Job ads – are you doing it all wrong?

Ads should outline exactly what you want from a new employee – right? One new study suggests you might have more success if you switch it up…

Most job ads focus on the essential skills a candidate must be able to offer – but are you taking the time to sell yourself? One new study says employers are more successful when they boast about their own attributes.

The study’s co-author, Joseph Schmidt, insists employers are able to attract a better calibre of candidates when they emphasize what the organization can provide to prospective employees.
Researchers at the University of Saskatchewan’s Edwards School of Business changed the wording of 56 genuine online job ads posted by a large Canadian engineering firm. 

The ads either emphasised characteristics the employer was seeking in a candidate or features about the job and organization that the employer could offer a new employee.

Measuring the number of times an ad was viewed, the number of applications it generated, and the quality of candidate, researchers found that the latter style ad was significantly more successful.

The results, based on 991 résumés, showed that the ads emphasizing what a candidate stood to gain elicited three times as many responses from the highest-rated applicants.
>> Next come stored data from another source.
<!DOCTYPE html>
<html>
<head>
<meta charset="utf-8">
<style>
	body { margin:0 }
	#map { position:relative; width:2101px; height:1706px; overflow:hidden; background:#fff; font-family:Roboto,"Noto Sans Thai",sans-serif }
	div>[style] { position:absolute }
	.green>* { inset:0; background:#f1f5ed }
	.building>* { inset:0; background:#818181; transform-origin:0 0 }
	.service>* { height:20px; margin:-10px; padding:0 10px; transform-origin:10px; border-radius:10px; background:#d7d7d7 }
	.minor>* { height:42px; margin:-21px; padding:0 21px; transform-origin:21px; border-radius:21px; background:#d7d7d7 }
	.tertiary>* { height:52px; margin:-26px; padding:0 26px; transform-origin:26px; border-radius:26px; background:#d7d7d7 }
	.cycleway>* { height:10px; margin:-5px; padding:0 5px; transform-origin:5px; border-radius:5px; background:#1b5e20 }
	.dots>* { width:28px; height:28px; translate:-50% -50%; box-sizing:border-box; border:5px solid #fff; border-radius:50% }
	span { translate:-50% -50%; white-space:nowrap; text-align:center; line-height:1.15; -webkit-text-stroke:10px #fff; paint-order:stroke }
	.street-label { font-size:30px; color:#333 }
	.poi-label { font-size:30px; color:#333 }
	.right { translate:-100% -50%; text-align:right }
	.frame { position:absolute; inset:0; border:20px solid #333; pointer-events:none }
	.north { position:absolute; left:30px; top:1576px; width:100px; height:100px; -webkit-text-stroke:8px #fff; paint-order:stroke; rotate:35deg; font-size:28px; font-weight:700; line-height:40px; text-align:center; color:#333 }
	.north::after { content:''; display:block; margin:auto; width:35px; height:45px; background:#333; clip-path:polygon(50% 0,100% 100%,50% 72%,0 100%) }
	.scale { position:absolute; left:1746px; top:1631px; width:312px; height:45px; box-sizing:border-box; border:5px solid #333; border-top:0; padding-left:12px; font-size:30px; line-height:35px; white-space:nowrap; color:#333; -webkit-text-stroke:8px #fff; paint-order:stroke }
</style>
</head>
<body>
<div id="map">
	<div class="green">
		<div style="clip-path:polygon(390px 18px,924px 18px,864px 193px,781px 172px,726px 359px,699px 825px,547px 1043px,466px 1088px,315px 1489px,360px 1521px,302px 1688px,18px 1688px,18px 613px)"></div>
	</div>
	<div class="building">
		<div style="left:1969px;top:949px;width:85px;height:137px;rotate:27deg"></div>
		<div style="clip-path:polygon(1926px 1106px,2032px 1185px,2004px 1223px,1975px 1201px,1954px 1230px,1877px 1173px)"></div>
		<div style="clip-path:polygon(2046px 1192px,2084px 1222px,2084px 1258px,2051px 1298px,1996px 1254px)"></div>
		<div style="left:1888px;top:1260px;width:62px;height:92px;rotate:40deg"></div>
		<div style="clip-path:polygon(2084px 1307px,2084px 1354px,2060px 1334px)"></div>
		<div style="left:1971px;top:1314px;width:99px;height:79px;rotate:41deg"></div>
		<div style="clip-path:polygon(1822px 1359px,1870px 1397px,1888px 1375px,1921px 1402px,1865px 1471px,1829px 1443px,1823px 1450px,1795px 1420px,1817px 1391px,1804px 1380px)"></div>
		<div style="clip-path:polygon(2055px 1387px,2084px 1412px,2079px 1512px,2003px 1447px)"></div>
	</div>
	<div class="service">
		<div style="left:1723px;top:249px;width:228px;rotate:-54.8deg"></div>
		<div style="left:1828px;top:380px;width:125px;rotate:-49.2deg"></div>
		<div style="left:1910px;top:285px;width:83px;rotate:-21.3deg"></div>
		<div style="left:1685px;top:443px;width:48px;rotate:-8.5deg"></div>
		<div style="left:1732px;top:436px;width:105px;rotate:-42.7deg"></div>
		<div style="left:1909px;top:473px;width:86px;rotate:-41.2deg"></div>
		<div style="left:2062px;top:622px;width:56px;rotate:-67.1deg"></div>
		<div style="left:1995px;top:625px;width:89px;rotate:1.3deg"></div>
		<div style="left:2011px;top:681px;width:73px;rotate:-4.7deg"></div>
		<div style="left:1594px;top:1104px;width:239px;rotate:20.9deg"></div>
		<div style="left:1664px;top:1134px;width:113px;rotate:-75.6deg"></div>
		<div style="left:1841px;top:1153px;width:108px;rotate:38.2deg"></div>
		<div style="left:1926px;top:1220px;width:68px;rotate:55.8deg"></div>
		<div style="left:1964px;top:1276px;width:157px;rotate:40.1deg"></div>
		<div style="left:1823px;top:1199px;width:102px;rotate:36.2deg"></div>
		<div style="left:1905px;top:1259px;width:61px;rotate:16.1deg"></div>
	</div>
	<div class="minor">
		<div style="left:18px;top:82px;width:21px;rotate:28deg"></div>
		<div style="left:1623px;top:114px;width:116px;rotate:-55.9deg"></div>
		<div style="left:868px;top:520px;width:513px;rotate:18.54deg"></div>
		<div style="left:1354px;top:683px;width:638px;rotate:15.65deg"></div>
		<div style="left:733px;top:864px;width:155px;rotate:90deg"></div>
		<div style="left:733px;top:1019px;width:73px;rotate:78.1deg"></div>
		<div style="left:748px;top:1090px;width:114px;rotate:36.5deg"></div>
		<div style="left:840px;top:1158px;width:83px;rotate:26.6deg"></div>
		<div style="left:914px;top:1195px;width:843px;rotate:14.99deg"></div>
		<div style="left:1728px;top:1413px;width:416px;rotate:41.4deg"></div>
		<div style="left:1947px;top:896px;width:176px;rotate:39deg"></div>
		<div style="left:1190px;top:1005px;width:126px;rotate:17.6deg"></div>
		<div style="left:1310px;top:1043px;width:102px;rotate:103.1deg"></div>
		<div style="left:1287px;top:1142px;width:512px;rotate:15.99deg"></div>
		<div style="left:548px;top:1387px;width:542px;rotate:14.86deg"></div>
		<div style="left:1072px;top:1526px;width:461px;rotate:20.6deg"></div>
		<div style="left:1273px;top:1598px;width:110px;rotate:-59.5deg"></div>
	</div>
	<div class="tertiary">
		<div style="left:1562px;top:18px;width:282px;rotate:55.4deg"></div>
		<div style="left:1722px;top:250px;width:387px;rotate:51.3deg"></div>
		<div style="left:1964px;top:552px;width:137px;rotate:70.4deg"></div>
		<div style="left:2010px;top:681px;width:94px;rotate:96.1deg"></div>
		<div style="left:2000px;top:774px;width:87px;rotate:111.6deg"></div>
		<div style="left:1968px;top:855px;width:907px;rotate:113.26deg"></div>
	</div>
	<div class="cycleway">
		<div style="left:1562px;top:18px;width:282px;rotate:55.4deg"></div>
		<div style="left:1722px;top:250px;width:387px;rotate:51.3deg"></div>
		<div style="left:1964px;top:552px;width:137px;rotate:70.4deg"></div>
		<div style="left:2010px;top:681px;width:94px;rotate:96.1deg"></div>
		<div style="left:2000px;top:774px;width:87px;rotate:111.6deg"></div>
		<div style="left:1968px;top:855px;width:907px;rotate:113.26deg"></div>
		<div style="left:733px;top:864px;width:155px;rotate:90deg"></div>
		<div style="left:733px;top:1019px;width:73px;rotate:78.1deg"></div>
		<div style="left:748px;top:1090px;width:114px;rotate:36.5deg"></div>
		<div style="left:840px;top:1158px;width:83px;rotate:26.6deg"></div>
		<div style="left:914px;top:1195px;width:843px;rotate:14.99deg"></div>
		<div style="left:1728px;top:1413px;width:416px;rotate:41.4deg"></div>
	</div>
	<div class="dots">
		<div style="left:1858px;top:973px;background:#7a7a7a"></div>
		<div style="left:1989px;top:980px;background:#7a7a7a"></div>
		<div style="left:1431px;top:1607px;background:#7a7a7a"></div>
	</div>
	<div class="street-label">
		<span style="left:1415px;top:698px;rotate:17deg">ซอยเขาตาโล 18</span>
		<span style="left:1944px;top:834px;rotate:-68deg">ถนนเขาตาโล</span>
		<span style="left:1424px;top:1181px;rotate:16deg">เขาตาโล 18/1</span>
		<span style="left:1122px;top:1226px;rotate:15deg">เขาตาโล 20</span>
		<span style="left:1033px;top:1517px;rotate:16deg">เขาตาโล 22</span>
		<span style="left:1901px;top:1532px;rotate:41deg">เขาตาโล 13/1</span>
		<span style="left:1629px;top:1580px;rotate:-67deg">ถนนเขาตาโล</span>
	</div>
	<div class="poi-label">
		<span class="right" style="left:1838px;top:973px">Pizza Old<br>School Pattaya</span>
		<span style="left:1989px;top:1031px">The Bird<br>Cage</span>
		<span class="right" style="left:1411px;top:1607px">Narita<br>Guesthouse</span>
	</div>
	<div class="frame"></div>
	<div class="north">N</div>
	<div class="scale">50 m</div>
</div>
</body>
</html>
“It certainly has important practical implications if you’re recruiting a lot of people each year,” says Dr. Schmidt. “If you get 10 or 15 more higher-quality applicants than you would have otherwise, that could have important effects on the performance of the organization,” he added.
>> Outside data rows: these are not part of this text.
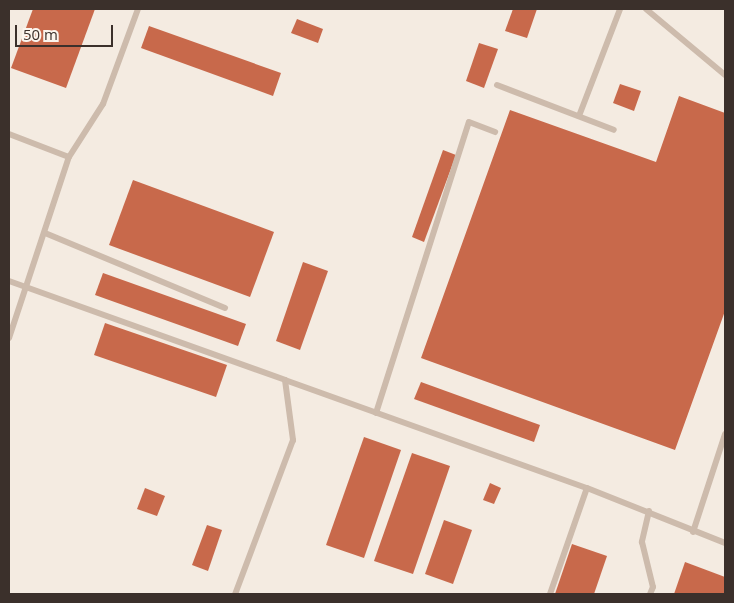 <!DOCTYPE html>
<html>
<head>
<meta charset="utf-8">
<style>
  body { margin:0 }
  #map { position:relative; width:734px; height:603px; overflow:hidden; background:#f4ebe1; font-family:"Open Sans",sans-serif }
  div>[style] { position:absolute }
  .building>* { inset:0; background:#c8694b }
  .service>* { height:6px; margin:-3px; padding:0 3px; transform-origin:3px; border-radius:3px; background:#cdbbac }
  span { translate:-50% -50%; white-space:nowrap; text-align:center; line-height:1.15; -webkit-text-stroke:4px #fbf5ee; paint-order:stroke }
  .frame { position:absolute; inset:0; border:10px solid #3b302b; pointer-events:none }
  .scale { position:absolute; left:15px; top:25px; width:98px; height:22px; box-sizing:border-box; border:2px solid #3b302b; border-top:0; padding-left:6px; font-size:15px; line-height:18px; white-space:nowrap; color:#3b302b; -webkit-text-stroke:4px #fbf5ee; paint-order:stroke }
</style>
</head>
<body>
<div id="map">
  <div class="building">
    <div style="clip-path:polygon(33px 9px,95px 9px,66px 88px,11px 68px)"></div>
    <div style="clip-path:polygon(513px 9px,537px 9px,527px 38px,505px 31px)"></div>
    <div style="clip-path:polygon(297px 19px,323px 29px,318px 43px,291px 33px)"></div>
    <div style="clip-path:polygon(149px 26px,281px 73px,273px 96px,141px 48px)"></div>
    <div style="clip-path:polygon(479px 43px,498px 49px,484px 88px,466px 81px)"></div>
    <div style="clip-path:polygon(620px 84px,641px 91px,634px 111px,613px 103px)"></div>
    <div style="clip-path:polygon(679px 96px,725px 113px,725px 311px,675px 450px,421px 358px,510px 110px,656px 162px)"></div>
    <div style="clip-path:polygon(443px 150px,456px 155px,424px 242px,412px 237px)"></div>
    <div style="clip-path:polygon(133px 180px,274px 232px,250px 297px,109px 245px)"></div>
    <div style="clip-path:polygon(303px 262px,328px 271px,300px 350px,276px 341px)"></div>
    <div style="clip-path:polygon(103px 273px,246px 324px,238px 346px,95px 295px)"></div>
    <div style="clip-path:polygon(105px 323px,227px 365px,216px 397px,94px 355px)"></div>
    <div style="clip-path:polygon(421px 382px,540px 425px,534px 442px,414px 399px)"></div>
    <div style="clip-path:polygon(364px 437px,401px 450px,364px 558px,326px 545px)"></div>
    <div style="clip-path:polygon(412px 453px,450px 466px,413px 574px,374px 561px)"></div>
    <div style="clip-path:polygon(490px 483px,501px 488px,494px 504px,483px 500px)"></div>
    <div style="clip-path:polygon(145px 488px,165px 496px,157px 516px,137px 509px)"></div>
    <div style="clip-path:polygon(444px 520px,472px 530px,453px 584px,425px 574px)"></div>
    <div style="clip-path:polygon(207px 525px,222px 530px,208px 571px,192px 565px)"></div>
    <div style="clip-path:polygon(572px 544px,607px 556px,594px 594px,555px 594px)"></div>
    <div style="clip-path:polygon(685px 562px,725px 577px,725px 594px,674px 594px)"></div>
  </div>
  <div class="service">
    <div style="left:646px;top:9px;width:103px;rotate:39.9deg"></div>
    <div style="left:497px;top:85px;width:125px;rotate:21deg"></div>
    <div style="left:579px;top:116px;width:115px;rotate:-69deg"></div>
    <div style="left:9px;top:134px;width:64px;rotate:21deg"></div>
    <div style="left:45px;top:233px;width:195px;rotate:22.6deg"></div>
    <div style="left:9px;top:281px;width:293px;rotate:19.7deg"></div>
    <div style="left:285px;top:380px;width:61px;rotate:82.4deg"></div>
    <div style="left:293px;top:440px;width:165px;rotate:110.6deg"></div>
    <div style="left:9px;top:338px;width:191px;rotate:-71.7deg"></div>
    <div style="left:69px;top:157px;width:63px;rotate:-57.3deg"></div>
    <div style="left:103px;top:104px;width:101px;rotate:-69.8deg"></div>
    <div style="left:285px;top:380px;width:321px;rotate:19.7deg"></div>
    <div style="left:587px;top:488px;width:149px;rotate:21.7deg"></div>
    <div style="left:376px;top:413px;width:305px;rotate:-72.3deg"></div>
    <div style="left:469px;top:122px;width:28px;rotate:21deg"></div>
    <div style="left:649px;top:511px;width:32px;rotate:103deg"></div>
    <div style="left:642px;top:542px;width:46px;rotate:76.3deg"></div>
    <div style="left:653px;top:587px;width:8px;rotate:113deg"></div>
    <div style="left:693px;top:532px;width:103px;rotate:-71.9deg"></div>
    <div style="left:550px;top:594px;width:112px;rotate:-70.8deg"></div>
  </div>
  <div class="frame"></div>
  <div class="scale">50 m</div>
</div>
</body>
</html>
Not to mention that the required changes are a minimal, inexpensive way to improve the recruitment process.

Of course employers will always have to include some pre-requisites a potential employee must have – nobody wants to be inundated with applications from unqualified aspirants – but telling candidates what you can truthfully offer can have a big impact.

“The moral of the story is; don’t forget to tell applicants truthfully what the job will offer them,” concluded Schmidt.